Luego la vuelta a Buenos Aires, nuevo hospital, nuevas eminencias atónitas y con gesto adusto, que encontraban como reflejo nuestra indeclinable esperanza subyacente. Está claro que la esperanza es la madera a la que nos aferramos en el medio de la horrible borrasca. El sol brillaba y no se entendía por qué la naturaleza no acompañaba lo fatídico de lo que estaba sucediendo.

En esos años quizá lo que se grabó también de modo indeleble, fue la ayuda, interés, acompañamiento de las personas que tanto querían a nuestro padre. Ese padre tan lleno de vida, que amaba el aire, la naturaleza, la música, la gente, los caballos, la comida, los tragos, el amor a los demás. Su afabilidad y cordialidad fue su estela. Fue lindo ver a través de los años cómo quienes lo conocieron -especialmente aquél talabartero que fue uno de los que pudo articularlo en palabras y tanto gozo nos dio: "Tienen que estar orgullosos de su padre. Fue un gran hombre." Mi abuela paterna que venía todos los días a prepararnos el té y a cosernos las medias, la amiga de mi abuela que sin casi conocernos tocó el timbre y se ofreció a ayudar en lo que fuera, el tío de mi padre que los viernes tocaba el timbre y nos dejaba una bolsa de arpillera con papas o carne que traía del campo y se iba sin esperar ni las gracias, la enfermera gallega firme y resistente como un roble, el médico que nos trajo al mundo que venía de visita y se tomaba unos whiskies al lado de la cama de mi padre en profundo coma vigil.

No sé si algún día alcanzaré a calibrar los efectos de ello en nuestras vidas. Yo creo que las marcas quedaron para siempre. Puesto así da una perspectiva tremenda. Durante muchos años me sentí invencible o poco menos de haber pasado algo así y haber salido más o menos incólume. Hoy quizá pienso mucho en las cosas que nos fueron arrebatadas en plena infancia-adolescencia. Y cómo cambió nuestra mente.
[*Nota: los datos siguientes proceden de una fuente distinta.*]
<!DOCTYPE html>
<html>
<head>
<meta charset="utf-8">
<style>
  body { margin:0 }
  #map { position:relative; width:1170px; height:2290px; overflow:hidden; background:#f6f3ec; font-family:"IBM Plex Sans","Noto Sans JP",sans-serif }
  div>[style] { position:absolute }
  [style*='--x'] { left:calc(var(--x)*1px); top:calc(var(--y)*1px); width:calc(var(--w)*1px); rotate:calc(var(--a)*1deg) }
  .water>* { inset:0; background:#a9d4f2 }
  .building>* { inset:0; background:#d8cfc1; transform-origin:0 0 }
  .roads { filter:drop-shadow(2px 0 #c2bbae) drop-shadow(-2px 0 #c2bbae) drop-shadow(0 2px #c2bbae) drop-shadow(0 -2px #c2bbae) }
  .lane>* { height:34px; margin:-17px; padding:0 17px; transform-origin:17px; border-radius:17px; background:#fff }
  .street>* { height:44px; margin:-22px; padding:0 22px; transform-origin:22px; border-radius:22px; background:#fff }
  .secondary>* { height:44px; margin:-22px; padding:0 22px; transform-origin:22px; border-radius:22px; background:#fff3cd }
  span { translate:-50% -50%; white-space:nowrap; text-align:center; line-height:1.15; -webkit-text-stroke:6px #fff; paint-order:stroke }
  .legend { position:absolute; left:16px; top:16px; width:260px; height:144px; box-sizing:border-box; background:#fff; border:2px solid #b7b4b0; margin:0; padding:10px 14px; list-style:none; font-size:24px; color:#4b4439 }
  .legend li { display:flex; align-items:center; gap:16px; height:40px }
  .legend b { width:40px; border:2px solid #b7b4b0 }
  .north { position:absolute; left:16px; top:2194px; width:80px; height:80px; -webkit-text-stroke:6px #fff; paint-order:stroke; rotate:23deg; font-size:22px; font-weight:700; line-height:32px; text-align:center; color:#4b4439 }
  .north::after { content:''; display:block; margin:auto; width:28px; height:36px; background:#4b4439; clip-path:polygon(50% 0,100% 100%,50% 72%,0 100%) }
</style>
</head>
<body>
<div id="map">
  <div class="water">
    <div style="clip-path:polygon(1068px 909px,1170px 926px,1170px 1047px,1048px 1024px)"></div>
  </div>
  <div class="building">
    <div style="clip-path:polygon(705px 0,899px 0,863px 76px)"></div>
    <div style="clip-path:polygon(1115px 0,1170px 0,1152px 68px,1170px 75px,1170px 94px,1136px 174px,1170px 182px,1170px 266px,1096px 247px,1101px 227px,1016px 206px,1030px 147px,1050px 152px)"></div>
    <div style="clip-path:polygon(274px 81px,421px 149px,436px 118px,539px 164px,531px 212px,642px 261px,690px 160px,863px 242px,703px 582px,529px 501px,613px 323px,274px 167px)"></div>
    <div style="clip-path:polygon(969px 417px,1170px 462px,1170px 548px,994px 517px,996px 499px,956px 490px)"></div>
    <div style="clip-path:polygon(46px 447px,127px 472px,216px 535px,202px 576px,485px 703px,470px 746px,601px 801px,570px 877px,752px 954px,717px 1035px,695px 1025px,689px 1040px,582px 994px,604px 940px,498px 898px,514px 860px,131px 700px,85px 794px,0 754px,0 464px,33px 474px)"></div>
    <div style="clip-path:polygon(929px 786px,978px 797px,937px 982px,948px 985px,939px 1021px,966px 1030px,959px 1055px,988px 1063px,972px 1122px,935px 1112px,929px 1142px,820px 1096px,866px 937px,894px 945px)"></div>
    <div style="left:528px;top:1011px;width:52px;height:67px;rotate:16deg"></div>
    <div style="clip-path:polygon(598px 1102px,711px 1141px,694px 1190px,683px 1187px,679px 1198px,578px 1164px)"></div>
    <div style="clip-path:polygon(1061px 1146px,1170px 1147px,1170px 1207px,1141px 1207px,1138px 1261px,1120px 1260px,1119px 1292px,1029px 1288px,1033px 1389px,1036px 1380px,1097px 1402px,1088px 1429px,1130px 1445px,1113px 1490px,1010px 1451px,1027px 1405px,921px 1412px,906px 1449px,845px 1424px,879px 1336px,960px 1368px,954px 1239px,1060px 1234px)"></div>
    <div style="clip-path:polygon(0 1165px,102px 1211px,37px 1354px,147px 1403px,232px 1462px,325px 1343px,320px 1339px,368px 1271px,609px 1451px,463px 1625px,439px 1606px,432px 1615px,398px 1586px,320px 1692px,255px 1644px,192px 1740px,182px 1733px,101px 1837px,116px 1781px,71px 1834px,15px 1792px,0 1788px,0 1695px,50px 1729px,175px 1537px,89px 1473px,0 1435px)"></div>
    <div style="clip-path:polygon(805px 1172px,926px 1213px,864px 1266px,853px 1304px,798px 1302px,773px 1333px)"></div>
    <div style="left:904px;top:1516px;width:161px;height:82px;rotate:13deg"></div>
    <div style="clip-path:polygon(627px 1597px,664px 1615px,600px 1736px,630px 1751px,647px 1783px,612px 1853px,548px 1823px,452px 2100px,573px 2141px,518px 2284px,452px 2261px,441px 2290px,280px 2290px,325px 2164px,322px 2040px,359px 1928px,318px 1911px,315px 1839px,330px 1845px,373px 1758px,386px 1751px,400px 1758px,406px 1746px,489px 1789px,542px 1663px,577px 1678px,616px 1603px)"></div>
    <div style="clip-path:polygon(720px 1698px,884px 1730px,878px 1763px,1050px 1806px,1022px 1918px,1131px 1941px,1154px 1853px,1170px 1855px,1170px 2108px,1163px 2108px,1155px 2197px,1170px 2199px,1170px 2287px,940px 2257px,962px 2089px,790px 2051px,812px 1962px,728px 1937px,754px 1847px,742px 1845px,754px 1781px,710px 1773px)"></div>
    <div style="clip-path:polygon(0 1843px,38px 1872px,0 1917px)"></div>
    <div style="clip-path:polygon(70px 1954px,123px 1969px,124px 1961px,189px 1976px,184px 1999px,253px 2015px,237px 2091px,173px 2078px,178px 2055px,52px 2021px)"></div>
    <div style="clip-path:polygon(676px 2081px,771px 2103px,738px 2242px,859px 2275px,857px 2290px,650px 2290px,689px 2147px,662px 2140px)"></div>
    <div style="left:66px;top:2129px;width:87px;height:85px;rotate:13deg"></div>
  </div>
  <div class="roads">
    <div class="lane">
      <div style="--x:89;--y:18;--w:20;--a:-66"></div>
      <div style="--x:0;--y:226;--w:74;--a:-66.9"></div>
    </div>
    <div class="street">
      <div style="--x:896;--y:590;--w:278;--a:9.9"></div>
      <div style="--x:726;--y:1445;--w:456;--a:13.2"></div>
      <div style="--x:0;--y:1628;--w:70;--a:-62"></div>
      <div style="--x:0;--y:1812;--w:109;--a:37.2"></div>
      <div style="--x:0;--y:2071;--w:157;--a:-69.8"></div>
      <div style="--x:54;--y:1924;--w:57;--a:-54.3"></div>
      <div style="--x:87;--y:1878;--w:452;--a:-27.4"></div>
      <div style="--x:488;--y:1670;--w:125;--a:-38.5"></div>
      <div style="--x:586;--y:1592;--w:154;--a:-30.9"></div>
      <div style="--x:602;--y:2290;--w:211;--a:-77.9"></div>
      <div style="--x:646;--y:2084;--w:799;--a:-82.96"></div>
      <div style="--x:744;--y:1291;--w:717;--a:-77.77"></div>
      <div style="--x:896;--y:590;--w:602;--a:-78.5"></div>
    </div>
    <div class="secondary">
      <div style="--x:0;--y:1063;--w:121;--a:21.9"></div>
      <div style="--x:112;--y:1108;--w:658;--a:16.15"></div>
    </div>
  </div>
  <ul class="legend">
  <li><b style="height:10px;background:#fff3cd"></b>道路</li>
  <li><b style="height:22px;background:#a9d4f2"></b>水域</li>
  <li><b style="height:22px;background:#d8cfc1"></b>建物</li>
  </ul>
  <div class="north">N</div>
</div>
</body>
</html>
Todo acabó un día de octubre donde intentaba irme de viaje de fin de año con las de 5° y no pudiendo encontrar una buena razón para divertirme en medio de un drama sordo. Un mediodía volví del colegio. Había demasiado silencio y mis oídos se abombaron. Caminé por el pasillo y me intercepta María, llorando. La cama ortopédica sin articular, chata, horizontal. Mi padre planchado, con un hematoma gigante en la nuca. Nunca más. Se fue para siempre. Y cómo lo extraño. Hasta hoy.

5 comentarios:

Pienso a LG dijo...

quizás te suelte después de contarlo, fuerte

Anónimo dijo...

... o la pérdida de la inocencia...

mxm

Anónimo dijo...

Este me mató, que triste..

Anónimo dijo...

Hola, me puse a llorar con éste. No sé si el llanto redime realmente pero ojalá mis lágrimas puedan hacer como el jabón y el agua cuando querés soltarte de un anillo que se te atoró en el dedo. Un cariño.

Cosima dijo...

Gracias anónimo! si el llanto redime, entonces voy por la buena vía. Gracias por tus lágrimas.